Stan makes an excellent point this morning. The bond market is very aware of the rapid deterioration of deficit forecasts and is poised to raise interest rates with or without the Fed as reported by Matt Benjamin of Bloomberg today. Unless the economy worsens considerably, higher interest rates are likely by inauguration day. I fear that the next president and Congress may ignore the markets and enact expensive new tax and spending programs anyway. We've been through this fight before in the 1980s.
Back then, Wall Street economist, Ed Yardeni, coined the term "bond vigilantes" back when Ronald Reagan ran the highest peacetime deficits in history. Yardeni's prediction of higher interest rates made him very well known among investors. On May 29th, Ed issued a similar prediction.

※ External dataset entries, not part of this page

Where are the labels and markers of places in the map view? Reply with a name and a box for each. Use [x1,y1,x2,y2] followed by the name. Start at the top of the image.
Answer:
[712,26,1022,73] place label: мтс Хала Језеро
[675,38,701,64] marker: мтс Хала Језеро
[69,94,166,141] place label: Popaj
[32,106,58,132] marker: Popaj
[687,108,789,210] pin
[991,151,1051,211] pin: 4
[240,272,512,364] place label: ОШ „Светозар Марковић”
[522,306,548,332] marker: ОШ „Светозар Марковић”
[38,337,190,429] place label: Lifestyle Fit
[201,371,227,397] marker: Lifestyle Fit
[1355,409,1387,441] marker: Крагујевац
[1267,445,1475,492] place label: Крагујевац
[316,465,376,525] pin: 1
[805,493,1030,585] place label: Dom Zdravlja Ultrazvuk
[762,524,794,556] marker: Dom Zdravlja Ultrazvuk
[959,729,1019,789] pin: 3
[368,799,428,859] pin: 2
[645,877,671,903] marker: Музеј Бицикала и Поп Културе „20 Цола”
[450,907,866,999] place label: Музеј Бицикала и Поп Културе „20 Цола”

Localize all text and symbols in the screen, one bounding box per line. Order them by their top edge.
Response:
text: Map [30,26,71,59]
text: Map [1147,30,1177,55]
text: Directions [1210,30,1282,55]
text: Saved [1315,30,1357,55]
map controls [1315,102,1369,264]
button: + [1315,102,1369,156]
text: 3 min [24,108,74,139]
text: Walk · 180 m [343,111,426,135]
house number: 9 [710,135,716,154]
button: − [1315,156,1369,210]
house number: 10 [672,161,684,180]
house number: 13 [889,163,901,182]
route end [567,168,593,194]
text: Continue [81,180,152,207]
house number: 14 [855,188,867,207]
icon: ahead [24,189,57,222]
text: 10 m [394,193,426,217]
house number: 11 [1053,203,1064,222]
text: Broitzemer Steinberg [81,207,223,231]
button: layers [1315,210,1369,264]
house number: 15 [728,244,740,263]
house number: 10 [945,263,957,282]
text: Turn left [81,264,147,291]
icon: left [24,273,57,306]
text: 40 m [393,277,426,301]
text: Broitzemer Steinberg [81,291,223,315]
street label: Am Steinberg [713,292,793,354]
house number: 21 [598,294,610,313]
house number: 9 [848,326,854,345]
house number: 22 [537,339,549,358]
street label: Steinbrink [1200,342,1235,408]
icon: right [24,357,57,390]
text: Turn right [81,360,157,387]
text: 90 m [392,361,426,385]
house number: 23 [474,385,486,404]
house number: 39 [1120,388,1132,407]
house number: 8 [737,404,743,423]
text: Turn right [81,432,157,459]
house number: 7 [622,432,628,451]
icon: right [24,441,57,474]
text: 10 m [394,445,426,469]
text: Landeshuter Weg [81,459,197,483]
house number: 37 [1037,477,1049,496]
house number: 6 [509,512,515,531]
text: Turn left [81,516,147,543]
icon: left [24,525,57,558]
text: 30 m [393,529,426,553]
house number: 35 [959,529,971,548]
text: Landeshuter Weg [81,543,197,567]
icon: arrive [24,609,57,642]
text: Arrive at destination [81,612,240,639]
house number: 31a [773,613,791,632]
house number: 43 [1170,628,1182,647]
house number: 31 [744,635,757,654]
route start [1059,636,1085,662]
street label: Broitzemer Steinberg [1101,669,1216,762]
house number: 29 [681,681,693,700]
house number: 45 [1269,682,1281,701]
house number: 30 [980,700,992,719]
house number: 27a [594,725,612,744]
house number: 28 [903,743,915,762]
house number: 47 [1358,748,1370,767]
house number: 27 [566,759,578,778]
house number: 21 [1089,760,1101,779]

Take a look at his chart of real interest rates from the San Franciso Fed and this chart of real GDP growth during the 1980s from the President's Council of Economic Advisers. They show what happened when federal deficits ran out of control in the 1980s. High real interest rates choked off recovery from the 1980 recession until early 1983, and real growth turned down again in 1986, but stopped short of a recession. The first chart also shows the "neutral real rate" required to keep the economy at full production. With the credit crisis, it has moved negative, where it remains today. It will take us at least another year or two to come out of our economic "slowdown," and rising interest rates could easily choke that recovery off.
Hopefully, the next president will take a good look at President Clinton's first year in office, 1993. Robert Rubin convinced him to enact a strong deficit reduction program. It built upon the even stronger deficit reduction of 1990 by President Bush 41, which cost him his second term. In 1994, President Clinton lost control of Congress. These courageous, but politically costly, actions by presidents of both parties made the 1990s the best decade for economic growth since the Second World War, and they also produced budget surpluses in Fiscal Years 1998 through 2001.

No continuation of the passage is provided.